Situant le récit de détection par rapport au roman policier, Richard Saint-Gelais note que le modèle de la détection a souvent été repris par des écrivains du mainstream (par certains nouveaux romanciers comme Robbe-Grillet et Pinget, par exemple) parce qu’il « constitue un véritable dispositif de lecture ». Ceux-ci ont trouvé un terrain propice aux transformations susceptibles de bouleverser les rapports entre texte et lecture. Cela se vérifie aussi chez les auteurs de SF qui ont intégré la structure formelle du roman policier dans leur œuvre. C’est précisément là le sujet de l’essai de Saint-Gelais qui se demande quelles sont les conséquences de cette hybridation de deux genres déjà bien constitués.
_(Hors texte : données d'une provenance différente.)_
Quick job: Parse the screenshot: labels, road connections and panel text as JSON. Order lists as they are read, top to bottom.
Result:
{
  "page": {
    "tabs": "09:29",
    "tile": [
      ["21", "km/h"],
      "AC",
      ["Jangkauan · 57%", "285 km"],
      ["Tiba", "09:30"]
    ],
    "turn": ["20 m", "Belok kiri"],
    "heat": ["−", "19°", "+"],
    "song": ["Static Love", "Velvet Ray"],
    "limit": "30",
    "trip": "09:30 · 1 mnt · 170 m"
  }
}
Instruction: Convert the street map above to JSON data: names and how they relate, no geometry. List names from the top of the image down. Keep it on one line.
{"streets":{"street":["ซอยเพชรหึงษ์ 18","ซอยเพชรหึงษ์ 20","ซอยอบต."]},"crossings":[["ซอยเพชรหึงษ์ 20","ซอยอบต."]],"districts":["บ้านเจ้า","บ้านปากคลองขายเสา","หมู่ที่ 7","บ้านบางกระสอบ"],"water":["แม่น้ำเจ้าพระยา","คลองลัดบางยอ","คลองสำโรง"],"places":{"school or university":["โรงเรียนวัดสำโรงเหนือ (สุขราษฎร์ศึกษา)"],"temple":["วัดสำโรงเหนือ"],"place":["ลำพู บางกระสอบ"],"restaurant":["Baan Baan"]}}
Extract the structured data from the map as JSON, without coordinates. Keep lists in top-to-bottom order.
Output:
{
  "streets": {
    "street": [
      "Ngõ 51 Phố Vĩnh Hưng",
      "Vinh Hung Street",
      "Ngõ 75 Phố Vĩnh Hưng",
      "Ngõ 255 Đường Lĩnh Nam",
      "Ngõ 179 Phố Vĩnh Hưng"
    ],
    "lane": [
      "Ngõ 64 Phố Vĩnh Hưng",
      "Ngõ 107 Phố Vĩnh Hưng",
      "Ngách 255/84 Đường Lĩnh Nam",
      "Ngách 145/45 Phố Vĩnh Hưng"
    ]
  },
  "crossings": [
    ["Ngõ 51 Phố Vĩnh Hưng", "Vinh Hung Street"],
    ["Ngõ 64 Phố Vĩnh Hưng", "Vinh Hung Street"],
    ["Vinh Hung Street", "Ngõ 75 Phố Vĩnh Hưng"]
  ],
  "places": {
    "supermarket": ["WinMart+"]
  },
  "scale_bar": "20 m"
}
Comme « la science-fiction se caractérise par la mise en place d’encyclopédies idiosyncrasiques » que le lecteur de romans policiers ne connaît pas nécessairement, il s’ensuit une modification de la pratique de lecture. L’essayiste prend pour exemple un recueil de récits policiers science-fictionnels d’Isaac Asimov, Asimov’s Mysteries, et démontre que la résolution de l’énigme fait appel à une connaissance d’éléments encyclopédiques inédits par rapport au monde de référence du lecteur, ce qui en fait un récit spécifiquement science-fictionnel qui modifie peu toutefois le modèle du récit de détection et relève le pari intergénérique.
Saint-Gelais analyse deux autres textes, The Door Into Summer de Robert Heinlein et « Le Fantôme du Kansas » de John Varley, pour illustrer comment l’utilisation des possibilités spécifiques de la SF peut favoriser le renouvellement de l’organisation du récit. Dans le roman d’Heinlein, c’est un élément science-fictionnel, le voyage dans le temps, qui se révèle constituer à la fois l’énigme et la solution. Quant à la nouvelle de Varley, elle pousse plus loin la déstabilisation du lecteur car c’est le texte tout entier qui se fait objet de détection. En effet, le narrateur énonce des faits qui semblent familiers au cadre de référence du lecteur mais qui se révèlent finalement étrangers à son monde sans que le narrateur sente le besoin de fournir des explications. Il s’agit là d’une forme d’altérité discrète, troublante et diffuse qui se distingue d’une altérité plus ostensible qui s’affiche lexicalement par l’emploi de néologismes.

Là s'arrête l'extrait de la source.